(Collected data)

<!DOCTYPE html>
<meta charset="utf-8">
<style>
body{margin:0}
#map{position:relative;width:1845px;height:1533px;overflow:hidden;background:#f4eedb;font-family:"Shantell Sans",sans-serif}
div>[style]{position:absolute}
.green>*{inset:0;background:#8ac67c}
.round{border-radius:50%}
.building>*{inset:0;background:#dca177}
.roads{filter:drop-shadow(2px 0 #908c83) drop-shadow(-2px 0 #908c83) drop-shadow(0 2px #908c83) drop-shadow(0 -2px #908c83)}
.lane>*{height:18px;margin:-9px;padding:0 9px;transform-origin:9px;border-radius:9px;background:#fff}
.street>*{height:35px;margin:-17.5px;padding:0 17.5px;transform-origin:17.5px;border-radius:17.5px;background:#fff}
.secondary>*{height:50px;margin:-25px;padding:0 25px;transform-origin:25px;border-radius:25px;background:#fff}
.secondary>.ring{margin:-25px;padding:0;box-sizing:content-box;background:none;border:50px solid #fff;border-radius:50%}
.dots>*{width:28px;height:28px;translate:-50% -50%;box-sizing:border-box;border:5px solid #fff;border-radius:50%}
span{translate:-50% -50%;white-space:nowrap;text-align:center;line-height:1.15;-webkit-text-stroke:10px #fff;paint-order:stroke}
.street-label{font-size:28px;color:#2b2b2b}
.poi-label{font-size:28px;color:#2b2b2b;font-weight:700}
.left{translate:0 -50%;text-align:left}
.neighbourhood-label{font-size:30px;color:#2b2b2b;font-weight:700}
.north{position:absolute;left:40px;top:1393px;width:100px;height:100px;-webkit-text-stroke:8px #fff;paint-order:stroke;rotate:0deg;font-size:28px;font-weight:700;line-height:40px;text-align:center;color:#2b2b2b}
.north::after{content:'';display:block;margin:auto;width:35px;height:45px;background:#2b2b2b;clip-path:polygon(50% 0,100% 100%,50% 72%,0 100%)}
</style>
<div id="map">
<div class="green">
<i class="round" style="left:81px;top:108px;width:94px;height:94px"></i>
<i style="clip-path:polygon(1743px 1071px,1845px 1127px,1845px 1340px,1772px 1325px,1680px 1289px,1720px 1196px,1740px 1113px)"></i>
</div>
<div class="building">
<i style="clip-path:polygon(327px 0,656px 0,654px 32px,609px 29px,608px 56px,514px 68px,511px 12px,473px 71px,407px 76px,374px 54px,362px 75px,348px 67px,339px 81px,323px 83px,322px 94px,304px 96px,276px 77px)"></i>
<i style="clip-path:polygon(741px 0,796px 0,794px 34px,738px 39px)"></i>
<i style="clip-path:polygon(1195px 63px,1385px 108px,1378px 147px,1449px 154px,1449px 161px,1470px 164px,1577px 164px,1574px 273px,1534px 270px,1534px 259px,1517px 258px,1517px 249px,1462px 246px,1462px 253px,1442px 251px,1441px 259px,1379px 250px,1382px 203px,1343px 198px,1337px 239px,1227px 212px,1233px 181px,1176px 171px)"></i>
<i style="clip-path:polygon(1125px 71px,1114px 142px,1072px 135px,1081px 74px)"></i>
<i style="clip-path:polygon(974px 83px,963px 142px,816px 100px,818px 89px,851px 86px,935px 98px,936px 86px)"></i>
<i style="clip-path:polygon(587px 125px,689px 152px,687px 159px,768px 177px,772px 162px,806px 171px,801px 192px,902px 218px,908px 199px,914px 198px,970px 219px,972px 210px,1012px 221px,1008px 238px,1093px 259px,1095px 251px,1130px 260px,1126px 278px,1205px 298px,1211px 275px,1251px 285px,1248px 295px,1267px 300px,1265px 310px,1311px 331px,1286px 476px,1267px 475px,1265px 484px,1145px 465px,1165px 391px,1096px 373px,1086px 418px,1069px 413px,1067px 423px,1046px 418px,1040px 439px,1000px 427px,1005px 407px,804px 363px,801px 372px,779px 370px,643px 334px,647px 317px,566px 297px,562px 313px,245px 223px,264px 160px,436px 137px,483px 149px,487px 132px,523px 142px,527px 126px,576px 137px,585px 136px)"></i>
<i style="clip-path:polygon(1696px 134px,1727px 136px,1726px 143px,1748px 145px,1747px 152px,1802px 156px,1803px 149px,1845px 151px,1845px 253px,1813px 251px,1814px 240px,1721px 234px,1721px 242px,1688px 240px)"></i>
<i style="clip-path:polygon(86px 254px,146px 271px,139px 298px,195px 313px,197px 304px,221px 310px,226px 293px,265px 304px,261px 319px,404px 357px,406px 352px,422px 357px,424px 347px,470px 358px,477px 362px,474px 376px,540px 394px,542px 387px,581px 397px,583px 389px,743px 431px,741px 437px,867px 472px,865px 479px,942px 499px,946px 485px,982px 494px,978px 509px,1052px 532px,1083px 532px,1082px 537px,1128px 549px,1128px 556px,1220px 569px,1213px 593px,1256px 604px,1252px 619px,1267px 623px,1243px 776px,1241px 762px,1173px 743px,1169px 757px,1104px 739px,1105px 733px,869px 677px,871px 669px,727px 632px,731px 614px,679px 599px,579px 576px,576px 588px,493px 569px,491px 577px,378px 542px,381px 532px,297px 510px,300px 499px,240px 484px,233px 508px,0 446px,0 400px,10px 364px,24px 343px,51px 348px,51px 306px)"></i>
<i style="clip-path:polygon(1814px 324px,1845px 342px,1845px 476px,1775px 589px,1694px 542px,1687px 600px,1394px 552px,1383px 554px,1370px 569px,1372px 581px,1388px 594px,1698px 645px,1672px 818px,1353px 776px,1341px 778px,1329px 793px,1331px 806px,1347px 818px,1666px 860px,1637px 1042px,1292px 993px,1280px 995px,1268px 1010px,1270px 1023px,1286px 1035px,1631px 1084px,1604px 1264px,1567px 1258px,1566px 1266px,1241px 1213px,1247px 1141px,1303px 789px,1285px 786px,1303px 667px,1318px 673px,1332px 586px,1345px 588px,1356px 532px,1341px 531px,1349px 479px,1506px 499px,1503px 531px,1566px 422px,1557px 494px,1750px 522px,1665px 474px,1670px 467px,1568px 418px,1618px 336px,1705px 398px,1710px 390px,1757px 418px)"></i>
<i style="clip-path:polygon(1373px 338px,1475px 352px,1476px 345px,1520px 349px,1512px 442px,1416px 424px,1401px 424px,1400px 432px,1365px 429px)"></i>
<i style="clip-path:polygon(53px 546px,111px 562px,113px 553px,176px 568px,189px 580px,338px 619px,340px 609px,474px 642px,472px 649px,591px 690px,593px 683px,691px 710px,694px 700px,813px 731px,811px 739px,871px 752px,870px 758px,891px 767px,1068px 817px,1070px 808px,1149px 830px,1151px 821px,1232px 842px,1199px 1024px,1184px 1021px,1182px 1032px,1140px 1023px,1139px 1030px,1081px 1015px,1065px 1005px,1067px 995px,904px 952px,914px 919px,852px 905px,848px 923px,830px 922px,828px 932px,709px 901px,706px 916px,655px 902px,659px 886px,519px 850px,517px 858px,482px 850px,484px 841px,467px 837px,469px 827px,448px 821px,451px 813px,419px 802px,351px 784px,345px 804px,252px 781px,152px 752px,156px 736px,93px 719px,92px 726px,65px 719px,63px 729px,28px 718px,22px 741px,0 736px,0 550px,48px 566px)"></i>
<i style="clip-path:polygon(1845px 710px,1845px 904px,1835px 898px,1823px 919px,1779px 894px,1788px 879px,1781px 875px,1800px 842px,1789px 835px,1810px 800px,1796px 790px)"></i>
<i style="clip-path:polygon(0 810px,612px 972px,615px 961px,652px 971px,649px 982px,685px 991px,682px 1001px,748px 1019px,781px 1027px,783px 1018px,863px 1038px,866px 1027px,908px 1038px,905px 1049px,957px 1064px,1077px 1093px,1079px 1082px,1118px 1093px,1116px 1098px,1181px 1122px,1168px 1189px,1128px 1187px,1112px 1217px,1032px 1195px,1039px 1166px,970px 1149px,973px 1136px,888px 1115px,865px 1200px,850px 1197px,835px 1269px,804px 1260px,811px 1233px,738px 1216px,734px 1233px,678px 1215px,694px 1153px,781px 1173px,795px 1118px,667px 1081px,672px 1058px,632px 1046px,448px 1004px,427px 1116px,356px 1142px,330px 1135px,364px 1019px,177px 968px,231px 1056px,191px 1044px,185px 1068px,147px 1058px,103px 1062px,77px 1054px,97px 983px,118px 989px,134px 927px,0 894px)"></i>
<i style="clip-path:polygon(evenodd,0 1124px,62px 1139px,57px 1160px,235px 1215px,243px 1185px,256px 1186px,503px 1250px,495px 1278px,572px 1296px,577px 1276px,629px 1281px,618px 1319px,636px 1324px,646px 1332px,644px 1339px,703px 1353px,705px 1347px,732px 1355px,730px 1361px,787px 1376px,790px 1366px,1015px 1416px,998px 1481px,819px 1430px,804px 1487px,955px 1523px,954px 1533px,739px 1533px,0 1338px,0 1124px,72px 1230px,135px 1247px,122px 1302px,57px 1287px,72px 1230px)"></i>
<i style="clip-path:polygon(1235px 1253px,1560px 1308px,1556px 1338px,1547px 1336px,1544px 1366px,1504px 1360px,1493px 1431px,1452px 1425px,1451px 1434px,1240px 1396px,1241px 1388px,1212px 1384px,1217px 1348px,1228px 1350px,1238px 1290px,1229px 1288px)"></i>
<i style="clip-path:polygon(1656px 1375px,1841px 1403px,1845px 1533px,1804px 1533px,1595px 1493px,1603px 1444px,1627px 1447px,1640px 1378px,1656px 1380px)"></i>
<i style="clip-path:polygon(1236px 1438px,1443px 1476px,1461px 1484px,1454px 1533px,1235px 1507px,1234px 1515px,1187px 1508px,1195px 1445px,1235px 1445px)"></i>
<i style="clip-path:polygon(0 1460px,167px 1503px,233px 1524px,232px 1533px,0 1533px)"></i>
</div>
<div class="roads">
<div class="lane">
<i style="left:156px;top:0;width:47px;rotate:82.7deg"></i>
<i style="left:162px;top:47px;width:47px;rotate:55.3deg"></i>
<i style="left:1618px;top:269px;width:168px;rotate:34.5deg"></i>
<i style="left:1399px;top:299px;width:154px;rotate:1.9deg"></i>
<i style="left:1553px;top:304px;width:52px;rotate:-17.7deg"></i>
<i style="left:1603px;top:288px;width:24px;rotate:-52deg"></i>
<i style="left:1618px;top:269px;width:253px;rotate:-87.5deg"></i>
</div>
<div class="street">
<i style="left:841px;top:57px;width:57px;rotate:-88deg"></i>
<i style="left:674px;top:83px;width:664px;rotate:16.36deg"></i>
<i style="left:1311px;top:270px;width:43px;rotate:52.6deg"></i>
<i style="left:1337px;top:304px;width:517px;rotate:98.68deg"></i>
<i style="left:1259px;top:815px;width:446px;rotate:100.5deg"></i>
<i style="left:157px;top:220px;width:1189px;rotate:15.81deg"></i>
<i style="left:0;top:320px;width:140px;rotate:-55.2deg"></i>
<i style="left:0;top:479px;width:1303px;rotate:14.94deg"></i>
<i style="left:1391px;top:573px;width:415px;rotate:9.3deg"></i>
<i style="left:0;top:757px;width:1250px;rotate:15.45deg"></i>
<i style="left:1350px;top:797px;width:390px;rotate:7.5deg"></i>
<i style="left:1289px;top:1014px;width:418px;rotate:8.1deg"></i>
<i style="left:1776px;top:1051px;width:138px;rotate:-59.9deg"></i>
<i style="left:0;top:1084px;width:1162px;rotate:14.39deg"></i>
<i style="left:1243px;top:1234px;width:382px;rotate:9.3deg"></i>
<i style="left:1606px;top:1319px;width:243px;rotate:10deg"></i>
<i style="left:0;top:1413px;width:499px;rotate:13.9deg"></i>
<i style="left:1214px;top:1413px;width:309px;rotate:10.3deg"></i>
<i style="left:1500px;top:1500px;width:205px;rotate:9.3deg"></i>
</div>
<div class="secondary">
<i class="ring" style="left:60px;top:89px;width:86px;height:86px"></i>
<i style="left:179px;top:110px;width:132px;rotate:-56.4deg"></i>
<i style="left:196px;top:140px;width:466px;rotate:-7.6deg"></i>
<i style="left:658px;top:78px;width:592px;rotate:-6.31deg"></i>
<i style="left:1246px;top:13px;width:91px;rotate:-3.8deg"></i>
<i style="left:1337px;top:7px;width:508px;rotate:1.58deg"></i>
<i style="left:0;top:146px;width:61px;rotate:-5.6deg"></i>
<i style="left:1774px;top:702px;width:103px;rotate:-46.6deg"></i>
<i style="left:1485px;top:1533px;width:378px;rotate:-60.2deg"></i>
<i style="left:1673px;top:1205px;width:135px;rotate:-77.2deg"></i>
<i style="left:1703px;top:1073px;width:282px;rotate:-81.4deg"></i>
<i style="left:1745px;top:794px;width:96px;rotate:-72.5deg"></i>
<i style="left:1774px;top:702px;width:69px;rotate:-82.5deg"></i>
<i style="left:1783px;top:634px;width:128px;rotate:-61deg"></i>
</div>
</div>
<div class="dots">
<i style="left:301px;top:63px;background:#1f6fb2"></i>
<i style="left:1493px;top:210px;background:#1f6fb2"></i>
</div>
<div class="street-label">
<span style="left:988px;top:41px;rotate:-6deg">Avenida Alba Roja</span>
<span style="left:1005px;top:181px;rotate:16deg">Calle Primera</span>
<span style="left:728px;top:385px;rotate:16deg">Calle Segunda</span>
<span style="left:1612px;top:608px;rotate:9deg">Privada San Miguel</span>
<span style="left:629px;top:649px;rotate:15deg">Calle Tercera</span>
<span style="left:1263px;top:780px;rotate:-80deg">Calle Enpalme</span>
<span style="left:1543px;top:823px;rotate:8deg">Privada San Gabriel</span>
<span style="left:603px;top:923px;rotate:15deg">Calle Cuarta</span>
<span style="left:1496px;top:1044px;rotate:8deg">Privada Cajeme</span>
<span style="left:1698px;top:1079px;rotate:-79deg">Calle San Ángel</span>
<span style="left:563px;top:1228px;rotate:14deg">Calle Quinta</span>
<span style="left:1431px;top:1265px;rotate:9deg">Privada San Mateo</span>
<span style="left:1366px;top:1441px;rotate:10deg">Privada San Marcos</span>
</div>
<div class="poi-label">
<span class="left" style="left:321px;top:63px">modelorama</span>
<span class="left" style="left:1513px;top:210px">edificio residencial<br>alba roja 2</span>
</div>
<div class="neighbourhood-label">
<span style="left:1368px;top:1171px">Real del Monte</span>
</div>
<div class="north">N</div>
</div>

_TASK DETAILS_
Check the lines above and copy each one that includes "lane".

_RESPONSE FOR THIS EXERCISE_
.lane>*{height:18px;margin:-9px;padding:0 9px;transform-origin:9px;border-radius:9px;background:#fff}
<div class="lane">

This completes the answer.